Turkish Journal of Chemistry, Vol.44, No.1, 194-213, 2020
Synthesis, cytotoxic assessment, and molecular docking studies of 2,6-diaryl-substituted pyridine and 3,4-dihydropyrimidine-2(1H)-one scaffolds
Cancer is one of the main global health problems. In order to develop novel antitumor agents, we synthesized 3,4-dihydropyrimidine-2(1H)-one (DHPM) and 2,6-diaryl-substituted pyridine derivatives as potential antitumor structures and evaluated their cytotoxic effects against several cancer cell lines.
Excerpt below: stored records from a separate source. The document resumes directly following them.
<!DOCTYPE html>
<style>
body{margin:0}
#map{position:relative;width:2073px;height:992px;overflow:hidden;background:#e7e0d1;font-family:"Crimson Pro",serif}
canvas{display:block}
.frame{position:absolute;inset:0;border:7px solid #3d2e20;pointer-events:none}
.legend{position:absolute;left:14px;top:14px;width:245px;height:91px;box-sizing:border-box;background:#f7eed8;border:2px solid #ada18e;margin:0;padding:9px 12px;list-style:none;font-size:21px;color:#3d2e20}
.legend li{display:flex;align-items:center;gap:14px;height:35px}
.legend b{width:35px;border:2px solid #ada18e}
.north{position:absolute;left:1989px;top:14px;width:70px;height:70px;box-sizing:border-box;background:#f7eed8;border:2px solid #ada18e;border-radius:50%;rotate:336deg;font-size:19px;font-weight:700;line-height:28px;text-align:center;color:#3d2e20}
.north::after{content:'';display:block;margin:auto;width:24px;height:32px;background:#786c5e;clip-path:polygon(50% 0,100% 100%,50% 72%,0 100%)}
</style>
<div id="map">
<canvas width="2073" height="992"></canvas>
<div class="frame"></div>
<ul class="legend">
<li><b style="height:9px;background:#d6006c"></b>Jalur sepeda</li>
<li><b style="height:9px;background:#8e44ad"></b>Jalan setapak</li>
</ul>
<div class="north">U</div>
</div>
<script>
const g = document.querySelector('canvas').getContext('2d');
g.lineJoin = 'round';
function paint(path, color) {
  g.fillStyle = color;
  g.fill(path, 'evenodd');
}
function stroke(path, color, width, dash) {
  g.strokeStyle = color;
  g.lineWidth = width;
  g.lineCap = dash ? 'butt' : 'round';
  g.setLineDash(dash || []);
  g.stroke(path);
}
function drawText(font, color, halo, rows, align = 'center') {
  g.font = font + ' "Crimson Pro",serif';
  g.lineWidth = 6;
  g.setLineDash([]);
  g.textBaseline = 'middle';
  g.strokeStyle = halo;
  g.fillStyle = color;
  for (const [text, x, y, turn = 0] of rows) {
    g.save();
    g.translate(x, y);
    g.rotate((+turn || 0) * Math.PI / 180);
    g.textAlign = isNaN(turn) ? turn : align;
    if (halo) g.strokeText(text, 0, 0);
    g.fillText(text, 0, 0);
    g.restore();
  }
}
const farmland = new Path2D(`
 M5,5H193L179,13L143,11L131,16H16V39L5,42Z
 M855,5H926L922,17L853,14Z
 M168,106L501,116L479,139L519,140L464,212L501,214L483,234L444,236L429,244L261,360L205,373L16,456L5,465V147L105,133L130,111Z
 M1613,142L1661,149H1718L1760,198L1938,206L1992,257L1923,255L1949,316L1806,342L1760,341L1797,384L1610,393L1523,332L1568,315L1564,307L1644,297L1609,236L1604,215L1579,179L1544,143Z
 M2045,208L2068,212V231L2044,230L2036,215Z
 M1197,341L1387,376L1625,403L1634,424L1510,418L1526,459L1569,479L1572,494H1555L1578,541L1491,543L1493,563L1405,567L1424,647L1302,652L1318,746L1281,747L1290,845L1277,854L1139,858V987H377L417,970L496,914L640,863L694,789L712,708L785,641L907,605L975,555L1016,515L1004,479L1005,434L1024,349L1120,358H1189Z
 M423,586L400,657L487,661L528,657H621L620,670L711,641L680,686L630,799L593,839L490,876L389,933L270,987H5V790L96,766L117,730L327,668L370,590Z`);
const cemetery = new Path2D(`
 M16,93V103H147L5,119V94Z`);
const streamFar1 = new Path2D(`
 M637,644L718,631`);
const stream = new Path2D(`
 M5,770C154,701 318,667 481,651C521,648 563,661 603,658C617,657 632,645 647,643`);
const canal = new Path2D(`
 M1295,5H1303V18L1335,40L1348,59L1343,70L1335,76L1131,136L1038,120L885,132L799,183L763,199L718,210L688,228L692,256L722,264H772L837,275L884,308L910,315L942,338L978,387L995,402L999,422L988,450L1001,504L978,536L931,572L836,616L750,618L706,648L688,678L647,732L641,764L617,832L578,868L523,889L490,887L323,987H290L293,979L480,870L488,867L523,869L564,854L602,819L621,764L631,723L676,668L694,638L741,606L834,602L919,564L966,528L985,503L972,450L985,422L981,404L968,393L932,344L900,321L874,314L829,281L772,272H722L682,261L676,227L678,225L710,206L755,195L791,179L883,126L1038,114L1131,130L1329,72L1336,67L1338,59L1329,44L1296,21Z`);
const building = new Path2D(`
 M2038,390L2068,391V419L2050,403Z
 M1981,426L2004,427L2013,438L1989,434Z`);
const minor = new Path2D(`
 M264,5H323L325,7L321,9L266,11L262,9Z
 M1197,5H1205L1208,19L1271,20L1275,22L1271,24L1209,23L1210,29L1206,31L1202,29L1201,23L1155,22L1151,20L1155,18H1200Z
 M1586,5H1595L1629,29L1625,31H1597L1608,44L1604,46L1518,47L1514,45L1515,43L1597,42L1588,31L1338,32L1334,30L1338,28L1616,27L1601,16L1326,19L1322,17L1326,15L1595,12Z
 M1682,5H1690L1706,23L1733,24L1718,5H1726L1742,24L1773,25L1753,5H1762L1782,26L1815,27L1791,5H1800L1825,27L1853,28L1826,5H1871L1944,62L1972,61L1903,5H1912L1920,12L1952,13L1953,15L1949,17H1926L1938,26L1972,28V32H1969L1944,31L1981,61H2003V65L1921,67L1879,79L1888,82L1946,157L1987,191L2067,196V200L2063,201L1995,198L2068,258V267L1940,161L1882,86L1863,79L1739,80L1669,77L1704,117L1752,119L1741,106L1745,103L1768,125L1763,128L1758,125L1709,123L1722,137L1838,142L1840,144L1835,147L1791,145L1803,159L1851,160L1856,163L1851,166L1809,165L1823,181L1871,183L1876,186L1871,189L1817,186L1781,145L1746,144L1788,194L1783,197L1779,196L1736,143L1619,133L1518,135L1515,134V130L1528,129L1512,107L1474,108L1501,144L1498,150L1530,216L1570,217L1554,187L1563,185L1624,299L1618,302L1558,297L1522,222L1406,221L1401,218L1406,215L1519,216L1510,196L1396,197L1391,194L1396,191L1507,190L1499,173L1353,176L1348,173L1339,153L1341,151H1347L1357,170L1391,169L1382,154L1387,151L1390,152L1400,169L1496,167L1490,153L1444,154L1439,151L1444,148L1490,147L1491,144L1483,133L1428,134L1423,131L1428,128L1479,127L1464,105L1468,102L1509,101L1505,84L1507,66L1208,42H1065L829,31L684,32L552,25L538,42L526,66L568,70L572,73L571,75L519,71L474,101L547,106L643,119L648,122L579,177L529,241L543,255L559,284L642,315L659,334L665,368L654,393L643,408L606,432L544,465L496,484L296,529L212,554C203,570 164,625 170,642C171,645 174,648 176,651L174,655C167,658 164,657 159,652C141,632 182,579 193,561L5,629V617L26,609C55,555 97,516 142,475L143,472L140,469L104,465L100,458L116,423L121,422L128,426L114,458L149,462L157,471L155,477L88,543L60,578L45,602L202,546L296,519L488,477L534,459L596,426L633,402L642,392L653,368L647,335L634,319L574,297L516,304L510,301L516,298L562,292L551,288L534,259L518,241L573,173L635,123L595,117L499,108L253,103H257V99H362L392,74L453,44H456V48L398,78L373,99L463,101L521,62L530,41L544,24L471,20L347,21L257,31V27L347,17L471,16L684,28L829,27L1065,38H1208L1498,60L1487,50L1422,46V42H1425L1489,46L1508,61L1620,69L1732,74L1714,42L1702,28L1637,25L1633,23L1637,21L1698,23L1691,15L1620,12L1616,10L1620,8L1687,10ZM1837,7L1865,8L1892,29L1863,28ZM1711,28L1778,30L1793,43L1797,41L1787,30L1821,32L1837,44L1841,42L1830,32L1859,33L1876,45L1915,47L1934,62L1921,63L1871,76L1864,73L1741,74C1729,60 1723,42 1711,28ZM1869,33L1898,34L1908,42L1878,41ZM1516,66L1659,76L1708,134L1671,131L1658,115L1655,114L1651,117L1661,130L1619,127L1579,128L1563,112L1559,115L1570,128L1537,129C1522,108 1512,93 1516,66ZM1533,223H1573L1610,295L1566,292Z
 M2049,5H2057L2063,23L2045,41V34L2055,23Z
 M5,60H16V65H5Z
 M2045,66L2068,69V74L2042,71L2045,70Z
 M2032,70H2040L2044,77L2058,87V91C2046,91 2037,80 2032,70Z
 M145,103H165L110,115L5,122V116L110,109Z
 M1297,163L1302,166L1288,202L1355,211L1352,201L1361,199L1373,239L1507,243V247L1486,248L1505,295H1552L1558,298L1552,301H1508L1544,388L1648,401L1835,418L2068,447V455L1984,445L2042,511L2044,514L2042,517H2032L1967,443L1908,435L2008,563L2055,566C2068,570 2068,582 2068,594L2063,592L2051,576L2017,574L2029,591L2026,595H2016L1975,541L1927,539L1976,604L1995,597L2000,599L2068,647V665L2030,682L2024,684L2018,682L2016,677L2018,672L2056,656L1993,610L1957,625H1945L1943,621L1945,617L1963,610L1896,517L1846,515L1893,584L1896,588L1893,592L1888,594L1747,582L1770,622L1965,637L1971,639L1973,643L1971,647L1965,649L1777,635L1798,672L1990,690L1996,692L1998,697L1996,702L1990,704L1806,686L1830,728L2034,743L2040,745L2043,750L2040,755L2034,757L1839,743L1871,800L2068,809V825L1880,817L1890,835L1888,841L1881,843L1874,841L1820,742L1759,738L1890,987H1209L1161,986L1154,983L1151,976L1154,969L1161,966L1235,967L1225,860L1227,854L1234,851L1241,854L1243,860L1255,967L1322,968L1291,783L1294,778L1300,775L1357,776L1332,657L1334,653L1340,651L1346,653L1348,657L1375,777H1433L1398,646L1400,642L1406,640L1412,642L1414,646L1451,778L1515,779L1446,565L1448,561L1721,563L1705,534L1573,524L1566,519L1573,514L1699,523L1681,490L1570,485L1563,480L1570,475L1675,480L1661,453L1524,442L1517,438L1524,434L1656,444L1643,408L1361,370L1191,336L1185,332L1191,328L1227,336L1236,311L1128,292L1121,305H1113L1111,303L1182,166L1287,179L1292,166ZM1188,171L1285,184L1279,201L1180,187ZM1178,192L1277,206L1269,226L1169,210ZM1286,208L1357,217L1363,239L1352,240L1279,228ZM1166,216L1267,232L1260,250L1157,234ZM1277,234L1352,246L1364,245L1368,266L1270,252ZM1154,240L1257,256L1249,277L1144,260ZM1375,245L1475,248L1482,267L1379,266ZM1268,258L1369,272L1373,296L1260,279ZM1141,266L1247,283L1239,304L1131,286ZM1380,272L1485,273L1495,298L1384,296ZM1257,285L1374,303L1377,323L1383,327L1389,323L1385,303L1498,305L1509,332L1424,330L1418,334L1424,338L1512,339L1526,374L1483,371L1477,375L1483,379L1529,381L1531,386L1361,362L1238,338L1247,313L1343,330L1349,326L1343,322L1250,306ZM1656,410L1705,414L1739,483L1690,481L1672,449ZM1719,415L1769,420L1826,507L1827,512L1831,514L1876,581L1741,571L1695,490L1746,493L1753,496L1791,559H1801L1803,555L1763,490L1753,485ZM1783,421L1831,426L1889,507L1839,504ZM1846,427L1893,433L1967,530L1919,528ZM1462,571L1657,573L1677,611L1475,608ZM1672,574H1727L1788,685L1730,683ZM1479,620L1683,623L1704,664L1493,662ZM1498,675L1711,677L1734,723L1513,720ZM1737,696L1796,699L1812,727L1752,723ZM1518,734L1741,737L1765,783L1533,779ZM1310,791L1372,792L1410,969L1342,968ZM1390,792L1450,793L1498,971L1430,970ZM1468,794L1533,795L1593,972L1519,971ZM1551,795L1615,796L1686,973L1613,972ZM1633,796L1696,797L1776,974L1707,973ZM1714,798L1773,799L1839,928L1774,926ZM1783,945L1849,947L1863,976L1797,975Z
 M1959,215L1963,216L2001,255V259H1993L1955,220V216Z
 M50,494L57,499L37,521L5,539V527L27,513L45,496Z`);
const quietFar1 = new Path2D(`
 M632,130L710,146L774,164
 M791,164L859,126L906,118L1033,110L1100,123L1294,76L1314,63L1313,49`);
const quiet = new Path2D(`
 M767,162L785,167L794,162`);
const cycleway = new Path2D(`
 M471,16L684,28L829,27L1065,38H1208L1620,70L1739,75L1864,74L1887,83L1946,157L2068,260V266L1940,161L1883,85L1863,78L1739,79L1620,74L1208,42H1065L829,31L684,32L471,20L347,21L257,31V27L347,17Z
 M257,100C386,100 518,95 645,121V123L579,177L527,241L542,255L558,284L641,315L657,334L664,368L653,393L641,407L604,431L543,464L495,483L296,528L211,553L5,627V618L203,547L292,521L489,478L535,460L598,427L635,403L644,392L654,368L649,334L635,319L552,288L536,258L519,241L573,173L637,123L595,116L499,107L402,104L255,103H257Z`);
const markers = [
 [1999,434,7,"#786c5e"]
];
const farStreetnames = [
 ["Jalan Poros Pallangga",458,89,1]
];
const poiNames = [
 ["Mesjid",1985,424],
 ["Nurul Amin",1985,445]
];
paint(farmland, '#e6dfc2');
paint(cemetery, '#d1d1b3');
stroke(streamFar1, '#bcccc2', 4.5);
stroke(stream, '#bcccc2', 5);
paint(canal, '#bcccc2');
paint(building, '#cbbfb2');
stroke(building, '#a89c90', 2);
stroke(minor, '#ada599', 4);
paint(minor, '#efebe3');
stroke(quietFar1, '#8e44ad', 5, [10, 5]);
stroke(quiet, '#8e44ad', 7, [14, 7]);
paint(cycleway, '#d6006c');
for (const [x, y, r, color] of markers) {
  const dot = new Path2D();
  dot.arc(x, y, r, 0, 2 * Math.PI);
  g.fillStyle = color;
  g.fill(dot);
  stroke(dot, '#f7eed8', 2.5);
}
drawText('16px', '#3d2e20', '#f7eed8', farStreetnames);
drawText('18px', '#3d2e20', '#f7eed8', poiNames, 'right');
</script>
An easy and convenient method is reported for the synthesis of these derivatives, employing cobalt ferrite (CoFe2O4@SiO2 -SO3H) magnetic nanoparticles under microwave irradiation and solvent-free conditions. The structural characteristics of the prepared nanocatalyst were investigated by FTIR, XRD, SEM, and TGA techniques. In vitro cytotoxic effects of the synthesized products were assessed against the human breast adenocarcinoma cell line (MCF-7), gastric adenocarcinoma (AGS), and human embryonic kidney (HEK293) cells via MTT assay. The results indicated that compound 4r (DHPM derivative) was the most toxic molecule against the MCF-7 cell line (IC50 of 0.17 mu g/mL). Moreover, compounds 4j and 4r (DHPM derivatives) showed excellent cytotoxic activities against the AGS cell line, with an IC50 of 4.90 and 4.97 mu g/mL, respectively. Although they are pyridine derivatives, compounds 5g and 5m were more active against the MCF-7 cell line. Results showed that the candidate compounds exhibited low cytotoxicity against HEK293 cells. The kinesin Eg5 inhibitory potential of the candidate compounds was evaluated by molecular docking. The docking results showed that, among the pyridine derivatives, compound 5m had the most free energy of binding (-9.52 kcal/mol) and lowest Ki (0.105 mu M), and among the pyrimidine derivatives, compound 4r had the most free energy of binding (-7.67 kcal/mol) and lowest Ki (2.39 mu M). Ligand-enzyme affinity maps showed that compounds 4r and 5m had the potential to interact with the Eg5 binding site via H-bond interactions to GLU116 and GLY117 residues. The results of our study strongly suggest that DHPM and pyridine derivatives inhibit important tumorigenic features of breast and gastric cancer cells. Our results may be helpful in the further design of DHPMs and pyridine derivatives as potential anticancer agents.